Mensur Akgün / Karar
Amerika bizi işgale mi geliyor?
Başlıktaki soru saçma fakat tartışma derin. Farklı kesimlerden kanaat önderleri, aklı başında olduğunu düşünebileceğimiz insanlar deprem nedeniyle gerek olursa diye Doğu Akdeniz’e sevk edilen bir ABD görev gücünü işgalle ilişkilendiriyor, Türkiye’nin zayıf düşmesiyle Amerika’nın müdahale edeceğini ima ya da iddia ediyor.
Bazıları eminim samimi, gerçekten endişeli. Amerika’dan ve müdahaleler konusunda parlak olmayan sicilinden çekiniyor. Bazılarıysa Ermenistan’dan İsrail’e, Amerika’dan Yunanistan’a 70’i geçen ülkeden gelen insani yardımla, 6 bin 636 kişilik çok uluslu arama kurtarma ekibinin canla başla çalışmasının görülmesiyle erozyona uğrayan dış güçler korkusunu canlı tutmak, muhtemelen de yaşadığımız sorunları unutturmak amacıyla bu koza sarılıyor.

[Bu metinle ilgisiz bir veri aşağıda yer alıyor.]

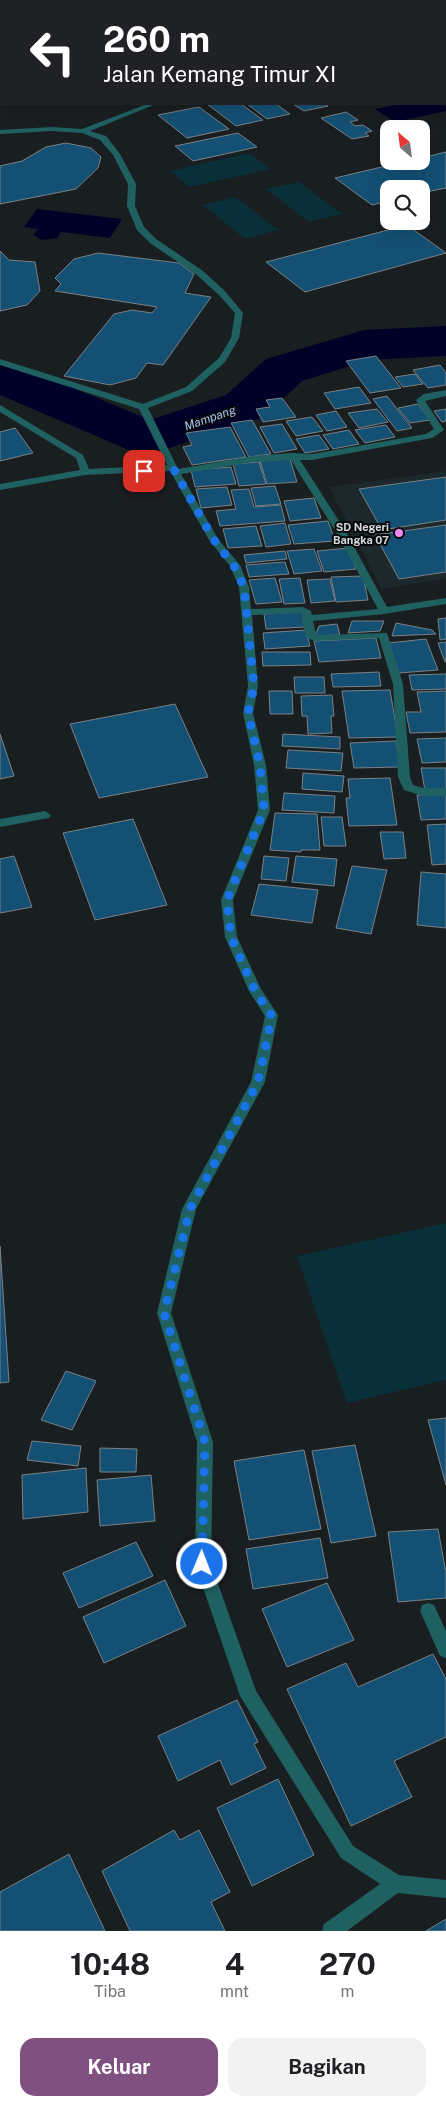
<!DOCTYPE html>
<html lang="id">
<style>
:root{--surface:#fff;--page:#f2f2f2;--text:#202124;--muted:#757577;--accent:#7f5080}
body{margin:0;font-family:"Public Sans",sans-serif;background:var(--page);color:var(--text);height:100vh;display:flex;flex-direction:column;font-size:19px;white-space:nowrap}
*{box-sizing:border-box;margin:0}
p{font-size:16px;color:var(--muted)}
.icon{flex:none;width:28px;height:28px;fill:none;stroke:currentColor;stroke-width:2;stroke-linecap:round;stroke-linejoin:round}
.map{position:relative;height:1931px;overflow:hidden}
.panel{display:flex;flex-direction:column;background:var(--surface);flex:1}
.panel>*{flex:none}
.hud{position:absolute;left:0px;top:0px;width:446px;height:105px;box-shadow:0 5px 20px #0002;background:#202124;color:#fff;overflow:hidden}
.needle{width:32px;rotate:332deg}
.buttons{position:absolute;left:380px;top:120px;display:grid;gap:10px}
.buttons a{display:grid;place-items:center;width:50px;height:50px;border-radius:10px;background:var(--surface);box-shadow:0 5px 20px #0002;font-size:25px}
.pin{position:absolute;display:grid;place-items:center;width:42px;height:42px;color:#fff;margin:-21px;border-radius:10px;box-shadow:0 2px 8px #0006}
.me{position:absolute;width:55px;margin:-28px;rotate:1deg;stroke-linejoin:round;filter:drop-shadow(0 0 4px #0008)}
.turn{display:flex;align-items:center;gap:18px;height:105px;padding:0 20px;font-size:22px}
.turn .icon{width:65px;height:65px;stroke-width:2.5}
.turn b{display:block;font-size:35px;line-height:42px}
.eta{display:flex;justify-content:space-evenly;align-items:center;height:85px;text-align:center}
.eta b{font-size:30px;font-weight:700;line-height:35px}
.cta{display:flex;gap:10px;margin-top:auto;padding:10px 20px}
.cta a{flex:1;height:58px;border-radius:15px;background:var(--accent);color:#fff;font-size:20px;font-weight:700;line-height:58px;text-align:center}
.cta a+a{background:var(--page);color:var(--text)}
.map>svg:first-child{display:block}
</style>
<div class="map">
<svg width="446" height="1931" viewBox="0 0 446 1931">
<rect width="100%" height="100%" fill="#191e20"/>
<!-- built -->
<path fill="#1c282c" d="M 446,471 L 446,579 L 382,589 L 329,487 Z"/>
<!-- green -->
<path fill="#092f39" d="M 249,153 L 270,169 L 190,187 L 170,171 Z
M 299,182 L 342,214 L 309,222 L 266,189 Z
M 236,197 L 278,230 L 245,239 L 203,205 Z
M 446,1223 L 446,1380 L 347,1403 L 297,1256 Z"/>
<!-- water -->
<path fill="#000128" d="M 445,94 L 446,111 L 395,122 L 375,109 L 400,104 L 445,104 Z
M 37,209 L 122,219 L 110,238 L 61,232 L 57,238 L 42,240 L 33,235 L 38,229 L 24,227 Z"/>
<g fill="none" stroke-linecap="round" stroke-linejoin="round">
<!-- river -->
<path fill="#000128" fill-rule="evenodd" d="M 446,326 L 446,356 L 369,360 L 302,381 L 264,417 L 148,455 L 129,450 L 0,395 L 0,361 L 18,365 L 150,420 L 226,395 L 266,359 L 364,330 Z"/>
</g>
<!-- building -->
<path fill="#145074" stroke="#7b8083" d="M 207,104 L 241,104 L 263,120 L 236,126 Z
M 247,104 L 276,104 L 290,114 L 267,119 Z
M 293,104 L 325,104 L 328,106 L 304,111 Z
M 199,107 L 229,129 L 187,138 L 158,115 Z
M 346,112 L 358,120 L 350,122 L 355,126 L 363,125 L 372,131 L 365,133 L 369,136 L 352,139 L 321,118 Z
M 238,133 L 257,147 L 193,161 L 175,146 Z
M 66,143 L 91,148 L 101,157 L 98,168 L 76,189 L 0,204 L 0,166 L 22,161 L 46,147 Z
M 446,152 L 446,188 L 421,193 L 421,189 L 389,189 L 389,201 L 372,205 L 335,178 L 407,161 L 421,161 L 421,158 Z
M 407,225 L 446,253 L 305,292 L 266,262 Z
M 0,251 L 9,260 L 35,262 L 40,291 L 27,305 L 0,311 Z
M 98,253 L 179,263 L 194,274 L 185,293 L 211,297 L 163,365 L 147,363 L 136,378 L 110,385 L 64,376 L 114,314 L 132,310 L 152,313 L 157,307 L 55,291 L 61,284 L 55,278 L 74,259 Z
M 376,356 L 401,388 L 370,393 L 346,361 Z
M 440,365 L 446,373 L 446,385 L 428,388 L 413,370 Z
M 415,374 L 423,384 L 403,387 L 395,377 Z
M 359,387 L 371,403 L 335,409 L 324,393 Z
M 387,396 L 412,428 L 397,431 L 373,399 Z
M 282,398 L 296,417 L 263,422 L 256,409 L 270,407 L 266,400 Z
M 418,404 L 430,420 L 410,423 L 398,408 Z
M 377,409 L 388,422 L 359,428 L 348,413 Z
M 446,409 L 446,421 L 442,422 L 434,411 Z
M 336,411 L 347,427 L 327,431 L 316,415 Z
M 312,417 L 323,431 L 296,436 L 286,421 Z
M 252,420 L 271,454 L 249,457 L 231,423 Z
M 282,424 L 297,449 L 274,453 L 260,427 Z
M 386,425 L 395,437 L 365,443 L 355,430 Z
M 230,427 L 246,457 L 192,465 L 183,447 L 192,445 L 186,433 Z
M 15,428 L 33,453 L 0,461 L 0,432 Z
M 349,430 L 359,444 L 333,449 L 323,435 Z
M 319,435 L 329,449 L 305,453 L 296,439 Z
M 290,459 L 297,482 L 267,484 L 260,461 Z
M 259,462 L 266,484 L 239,486 L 233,464 Z
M 231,467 L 236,484 L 195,487 L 191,470 Z
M 446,477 L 446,520 L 382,530 L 359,489 Z
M 275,486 L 281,504 L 256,506 L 251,488 Z
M 227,487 L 232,505 L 201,508 L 196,489 Z
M 249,489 L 254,507 L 281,505 L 285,521 L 220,526 L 216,511 L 236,509 L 231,490 Z
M 314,498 L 321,518 L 290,521 L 284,501 Z
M 328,521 L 335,541 L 294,544 L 288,525 Z
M 285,523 L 291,544 L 266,547 L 260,526 Z
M 446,525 L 446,572 L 399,579 L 375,535 Z
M 256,526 L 262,546 L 228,548 L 223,529 Z
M 349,548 L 356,569 L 324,572 L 317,551 Z
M 314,549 L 322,571 L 294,574 L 287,551 Z
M 285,551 L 287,559 L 246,563 L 244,555 Z
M 285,562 L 289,574 L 249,577 L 246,565 Z
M 363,576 L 368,600 L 336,602 L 331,577 Z
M 275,578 L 282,602 L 256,604 L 249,580 Z
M 300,578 L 305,603 L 284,604 L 279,579 Z
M 330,579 L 335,601 L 311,603 L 307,580 Z
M 302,612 L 305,627 L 266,629 L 264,614 Z
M 446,618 L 446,639 L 440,640 L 438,619 Z
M 352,621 L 384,621 L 380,631 L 348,633 Z
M 396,623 L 432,630 L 436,634 L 392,636 Z
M 337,624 L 340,635 L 315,636 L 319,626 Z
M 306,630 L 310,646 L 265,649 L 263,633 Z
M 376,638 L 381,658 L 319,662 L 314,641 Z
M 426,639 L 438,670 L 399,673 L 388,643 Z
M 446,642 L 446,662 L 445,662 L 438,643 Z
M 262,652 L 310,652 L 311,665 L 263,666 Z
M 379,672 L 381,686 L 333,687 L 331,674 Z
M 446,674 L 446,689 L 412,690 L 409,675 Z
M 294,677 L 324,677 L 325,693 L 295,693 Z
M 390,690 L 398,737 L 349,738 L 342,691 Z
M 269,691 L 292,691 L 293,714 L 270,714 Z
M 446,691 L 446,732 L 410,733 L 406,712 L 421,712 L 417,692 Z
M 332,695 L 334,716 L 331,716 L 332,733 L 308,734 L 307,716 L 302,716 L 301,696 Z
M 175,704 L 208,777 L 99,798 L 70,724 Z
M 0,734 L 14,776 L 0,779 Z
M 283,734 L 340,737 L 340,749 L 282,746 Z
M 446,738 L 446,762 L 422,763 L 417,739 Z
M 396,741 L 400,767 L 354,768 L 350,743 Z
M 288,750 L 343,753 L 341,771 L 286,768 Z
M 421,768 L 446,768 L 446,790 L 425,791 Z
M 303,773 L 344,776 L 342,792 L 302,789 Z
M 390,778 L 397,825 L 349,826 L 346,798 L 350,798 L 348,779 Z
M 284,793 L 335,796 L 334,813 L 282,810 Z
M 446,794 L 446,819 L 421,820 L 417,795 Z
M 275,813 L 317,814 L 320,850 L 301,850 L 301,852 L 270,850 Z
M 321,817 L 342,817 L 346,846 L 324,846 Z
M 133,819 L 167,905 L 95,920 L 63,833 Z
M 446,824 L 446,864 L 432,865 L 427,825 Z
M 380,832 L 403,832 L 406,858 L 384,859 Z
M 14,856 L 32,907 L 0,913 L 0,859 Z
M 264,856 L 289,858 L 286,881 L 261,879 Z
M 296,856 L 337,859 L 334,886 L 292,882 Z
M 352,866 L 387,870 L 371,934 L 336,928 Z
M 421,872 L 446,874 L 446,928 L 417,925 Z
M 259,884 L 318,890 L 312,923 L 251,915 Z
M 0,1246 L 9,1382 L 0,1383 Z
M 66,1371 L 96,1381 L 72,1430 L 41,1420 Z
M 446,1418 L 446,1485 L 428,1420 Z
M 32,1441 L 81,1446 L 78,1466 L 27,1460 Z
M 355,1445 L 376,1536 L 331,1543 L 312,1451 Z
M 100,1448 L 137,1449 L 136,1472 L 100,1472 Z
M 304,1450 L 321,1529 L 249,1540 L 234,1461 Z
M 86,1468 L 88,1512 L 23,1519 L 22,1475 Z
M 151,1475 L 155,1521 L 100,1526 L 97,1480 Z
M 438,1529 L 446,1573 L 446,1598 L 398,1602 L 388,1532 Z
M 320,1538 L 328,1578 L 253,1589 L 246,1549 Z
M 136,1542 L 153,1576 L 79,1608 L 63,1573 Z
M 165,1580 L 186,1626 L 104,1663 L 83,1617 Z
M 327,1583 L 354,1640 L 287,1667 L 262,1609 Z
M 433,1654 L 446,1679 L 446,1737 L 394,1761 L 412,1797 L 351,1826 L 287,1689 L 346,1663 L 358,1687 Z
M 237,1700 L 258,1742 L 254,1744 L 266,1768 L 231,1785 L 220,1760 L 178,1781 L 158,1736 Z
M 278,1779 L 314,1855 L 252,1886 L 217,1808 Z
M 174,1830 L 180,1840 L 199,1830 L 230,1892 L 211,1902 L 225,1931 L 130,1931 L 102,1871 Z
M 69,1854 L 105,1931 L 0,1931 L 0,1892 Z
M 446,1919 L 446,1931 L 426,1931 Z"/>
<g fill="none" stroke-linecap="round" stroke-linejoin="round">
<!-- minor -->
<path fill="#1f6161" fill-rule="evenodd" d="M 10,0 L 19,0 L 20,1 L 11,1 Z
M 301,0 L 312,0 L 313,1 L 302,1 Z
M 445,32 L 446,32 L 445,37 Z
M 0,56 L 1,56 L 1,60 L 0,60 Z
M 147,104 L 156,104 L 90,131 L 106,136 L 120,154 L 136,184 L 135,206 L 144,227 L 156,239 L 203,271 L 225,291 L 243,313 L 239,338 L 225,362 L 192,391 L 148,408 L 178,469 L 253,456 L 292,453 L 312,454 L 426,434 L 434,429 L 416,400 L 424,394 L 446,390 L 446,396 L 425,401 L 444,430 L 432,438 L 312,460 L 300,460 L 346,532 L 387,607 L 446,598 L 446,604 L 384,614 L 313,621 L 316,635 L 387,633 L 403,684 L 410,777 L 413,785 L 424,788 L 446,788 L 446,796 L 423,796 L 404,790 L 398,777 L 393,684 L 379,638 L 314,641 L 306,637 L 301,613 L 252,615 L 258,686 L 253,713 L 266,765 L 270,810 L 233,900 L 237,937 L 261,989 L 278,1015 L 265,1082 L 196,1209 L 171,1313 L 213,1442 L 211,1564 L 256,1691 L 353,1846 L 399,1875 L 446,1880 L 446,1898 L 398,1893 L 347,1931 L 322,1931 L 324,1924 L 380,1884 L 341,1858 L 240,1696 L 195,1564 L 197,1442 L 157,1313 L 182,1209 L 251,1082 L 265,1016 L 249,991 L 225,937 L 221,900 L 258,810 L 254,765 L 243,713 L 248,686 L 239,587 L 230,566 L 209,540 L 170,471 L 85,475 L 0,490 L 0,484 L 80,470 L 76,458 L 0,412 L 0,405 L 83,455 L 89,469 L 167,465 L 139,409 L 0,365 L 0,359 L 143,404 L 186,387 L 219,358 L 231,338 L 235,313 L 219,295 L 197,275 L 150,243 L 137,230 L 127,206 L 128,184 L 113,155 L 100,140 L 82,133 L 52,131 L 0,134 L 0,130 L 52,127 L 82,129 ZM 291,460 L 336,532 L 378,609 L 312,615 L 311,611 L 303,607 L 251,609 L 249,587 L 240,565 L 218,539 L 181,474 L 253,462 Z
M 45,811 L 51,815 L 49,818 L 0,827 L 0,819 Z
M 428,1603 L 434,1605 L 446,1631 L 446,1658 L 440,1656 L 420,1611 L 422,1605 Z"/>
</g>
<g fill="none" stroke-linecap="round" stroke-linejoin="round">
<!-- route -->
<path stroke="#1a73e8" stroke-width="9" stroke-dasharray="0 16.2" d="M 144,471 L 173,468 L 214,540 L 234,566 L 244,587 L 254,686 L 248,713 L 260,765 L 264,810 L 227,900 L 231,937 L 255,991 L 272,1016 L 258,1082 L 190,1209 L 164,1313 L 205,1442 L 202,1564"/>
</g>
<!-- markers -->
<circle fill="#f38af1" stroke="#060809" stroke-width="2" cx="399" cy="533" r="5"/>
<g text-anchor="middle" stroke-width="4" stroke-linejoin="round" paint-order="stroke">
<!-- far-poi labels -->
<g font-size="11" font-weight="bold" fill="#d7dadb" stroke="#060809" text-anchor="end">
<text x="389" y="531">SD Negeri<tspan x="389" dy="13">Bangka 07</tspan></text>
</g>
<!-- far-water labels -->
<g font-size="12" font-style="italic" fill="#acc5f2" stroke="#060809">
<text transform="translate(210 418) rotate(-19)" y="4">Mampang</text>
</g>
</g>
</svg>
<div class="buttons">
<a><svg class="needle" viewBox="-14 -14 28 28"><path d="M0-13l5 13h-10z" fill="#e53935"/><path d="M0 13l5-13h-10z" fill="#757577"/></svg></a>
<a><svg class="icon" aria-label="search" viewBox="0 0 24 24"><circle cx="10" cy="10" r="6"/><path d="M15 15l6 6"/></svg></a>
</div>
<div class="pin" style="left:144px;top:471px;background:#d93025"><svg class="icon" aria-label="arrive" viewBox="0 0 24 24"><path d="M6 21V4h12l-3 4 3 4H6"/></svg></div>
<svg class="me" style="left:202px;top:1564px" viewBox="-20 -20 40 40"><circle r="17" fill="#1a73e8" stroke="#fff" stroke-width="3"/><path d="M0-11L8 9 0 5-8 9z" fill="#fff"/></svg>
<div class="hud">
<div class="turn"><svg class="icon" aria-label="left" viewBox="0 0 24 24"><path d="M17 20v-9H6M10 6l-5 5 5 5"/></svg><div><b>260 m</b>Jalan Kemang Timur XI</div></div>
</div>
</div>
<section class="panel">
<div class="eta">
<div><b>10:48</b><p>Tiba</p></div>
<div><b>4</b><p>mnt</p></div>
<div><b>270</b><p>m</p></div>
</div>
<div class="cta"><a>Keluar</a><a>Bagikan</a></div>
</section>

Oysa ne Amerika’nın böyle bir niyeti var, ne de niyeti olsa Türkiye’ye müdahale edebilecek gücü. Çoğu kayıtsız şartsız iktidar yanlısı kanaat önderleri belki farkında değil ama depremlere ve yaşadığımız insani trajediye rağmen Türkiye hem dünya siyaset sahnesinde, hem de askeri alanda güçlü bir ülke.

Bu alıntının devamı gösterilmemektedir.